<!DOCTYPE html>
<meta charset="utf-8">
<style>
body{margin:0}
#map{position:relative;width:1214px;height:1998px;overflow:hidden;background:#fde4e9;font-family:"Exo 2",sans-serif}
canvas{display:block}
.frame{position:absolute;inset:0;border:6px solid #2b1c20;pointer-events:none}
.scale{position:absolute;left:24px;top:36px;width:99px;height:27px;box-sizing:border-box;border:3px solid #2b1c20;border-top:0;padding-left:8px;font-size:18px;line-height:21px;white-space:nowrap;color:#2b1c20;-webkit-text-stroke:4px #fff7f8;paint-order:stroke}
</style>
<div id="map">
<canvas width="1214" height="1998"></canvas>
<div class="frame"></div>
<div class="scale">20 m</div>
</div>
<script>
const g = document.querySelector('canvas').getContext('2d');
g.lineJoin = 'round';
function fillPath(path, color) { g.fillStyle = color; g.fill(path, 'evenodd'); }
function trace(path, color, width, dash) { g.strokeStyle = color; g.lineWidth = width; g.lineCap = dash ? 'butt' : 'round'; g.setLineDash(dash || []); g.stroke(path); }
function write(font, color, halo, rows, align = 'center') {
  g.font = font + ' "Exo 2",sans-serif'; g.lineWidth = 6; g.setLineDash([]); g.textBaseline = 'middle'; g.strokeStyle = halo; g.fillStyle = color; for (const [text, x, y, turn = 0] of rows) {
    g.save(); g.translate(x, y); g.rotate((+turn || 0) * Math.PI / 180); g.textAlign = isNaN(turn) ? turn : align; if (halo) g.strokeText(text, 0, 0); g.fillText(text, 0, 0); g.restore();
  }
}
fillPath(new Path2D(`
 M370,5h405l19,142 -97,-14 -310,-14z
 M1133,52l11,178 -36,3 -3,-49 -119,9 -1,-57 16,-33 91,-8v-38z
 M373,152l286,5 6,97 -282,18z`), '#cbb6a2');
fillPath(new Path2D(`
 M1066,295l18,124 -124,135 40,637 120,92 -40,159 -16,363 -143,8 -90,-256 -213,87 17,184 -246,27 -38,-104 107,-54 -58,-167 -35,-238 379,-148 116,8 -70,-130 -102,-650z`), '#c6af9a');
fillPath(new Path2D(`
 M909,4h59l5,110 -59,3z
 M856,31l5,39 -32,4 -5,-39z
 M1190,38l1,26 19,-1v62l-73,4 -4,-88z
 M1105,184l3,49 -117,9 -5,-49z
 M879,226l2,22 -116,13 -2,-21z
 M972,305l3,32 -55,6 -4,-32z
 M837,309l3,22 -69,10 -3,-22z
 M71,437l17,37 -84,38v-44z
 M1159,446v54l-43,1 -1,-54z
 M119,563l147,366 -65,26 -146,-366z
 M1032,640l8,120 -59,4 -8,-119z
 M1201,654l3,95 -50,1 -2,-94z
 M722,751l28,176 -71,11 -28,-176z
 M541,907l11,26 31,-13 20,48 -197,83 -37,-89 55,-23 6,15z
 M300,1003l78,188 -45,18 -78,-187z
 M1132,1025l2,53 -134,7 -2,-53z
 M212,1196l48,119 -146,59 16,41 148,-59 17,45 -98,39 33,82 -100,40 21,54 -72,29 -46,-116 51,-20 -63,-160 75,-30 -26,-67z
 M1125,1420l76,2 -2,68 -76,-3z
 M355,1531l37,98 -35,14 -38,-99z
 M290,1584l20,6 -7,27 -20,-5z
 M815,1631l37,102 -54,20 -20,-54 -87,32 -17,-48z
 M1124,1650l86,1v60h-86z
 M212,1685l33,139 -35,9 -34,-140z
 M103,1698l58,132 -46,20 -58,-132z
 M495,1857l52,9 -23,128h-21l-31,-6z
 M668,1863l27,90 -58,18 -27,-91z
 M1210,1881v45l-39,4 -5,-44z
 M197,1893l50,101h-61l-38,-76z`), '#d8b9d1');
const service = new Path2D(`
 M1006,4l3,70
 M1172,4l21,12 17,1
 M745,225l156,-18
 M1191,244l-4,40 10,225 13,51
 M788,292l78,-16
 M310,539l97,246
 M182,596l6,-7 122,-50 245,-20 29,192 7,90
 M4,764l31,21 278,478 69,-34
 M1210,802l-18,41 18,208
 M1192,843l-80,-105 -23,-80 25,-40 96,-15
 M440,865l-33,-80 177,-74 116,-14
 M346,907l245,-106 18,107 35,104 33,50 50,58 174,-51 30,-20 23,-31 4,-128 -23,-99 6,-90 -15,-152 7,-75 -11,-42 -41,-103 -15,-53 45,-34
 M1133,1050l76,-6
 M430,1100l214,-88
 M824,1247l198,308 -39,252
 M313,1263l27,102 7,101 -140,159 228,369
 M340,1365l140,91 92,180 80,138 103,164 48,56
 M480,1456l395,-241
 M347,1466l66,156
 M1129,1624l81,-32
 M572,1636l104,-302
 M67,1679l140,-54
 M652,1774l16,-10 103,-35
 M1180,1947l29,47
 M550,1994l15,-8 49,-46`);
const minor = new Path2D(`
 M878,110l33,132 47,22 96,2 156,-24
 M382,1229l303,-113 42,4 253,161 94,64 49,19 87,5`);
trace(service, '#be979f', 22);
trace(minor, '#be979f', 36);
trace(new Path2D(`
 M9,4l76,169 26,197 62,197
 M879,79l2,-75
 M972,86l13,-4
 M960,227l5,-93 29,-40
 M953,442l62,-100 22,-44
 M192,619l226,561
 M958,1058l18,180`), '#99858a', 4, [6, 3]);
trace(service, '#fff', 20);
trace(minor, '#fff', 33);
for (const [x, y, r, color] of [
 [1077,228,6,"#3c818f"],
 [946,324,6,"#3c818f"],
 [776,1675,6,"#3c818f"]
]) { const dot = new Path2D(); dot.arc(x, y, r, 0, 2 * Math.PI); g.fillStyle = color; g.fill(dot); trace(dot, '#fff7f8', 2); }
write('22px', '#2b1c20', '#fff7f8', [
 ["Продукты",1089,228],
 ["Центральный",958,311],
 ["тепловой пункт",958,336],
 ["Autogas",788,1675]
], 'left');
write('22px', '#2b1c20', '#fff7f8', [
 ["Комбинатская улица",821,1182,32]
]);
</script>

▸ Task to carry out: Return a copy of every line in the records that includes the string "strokeStyle".

▸ Answer:
function trace(path, color, width, dash) { g.strokeStyle = color; g.lineWidth = width; g.lineCap = dash ? 'butt' : 'round'; g.setLineDash(dash || []); g.stroke(path); }
  g.font = font + ' "Exo 2",sans-serif'; g.lineWidth = 6; g.setLineDash([]); g.textBaseline = 'middle'; g.strokeStyle = halo; g.fillStyle = color; for (const [text, x, y, turn = 0] of rows) {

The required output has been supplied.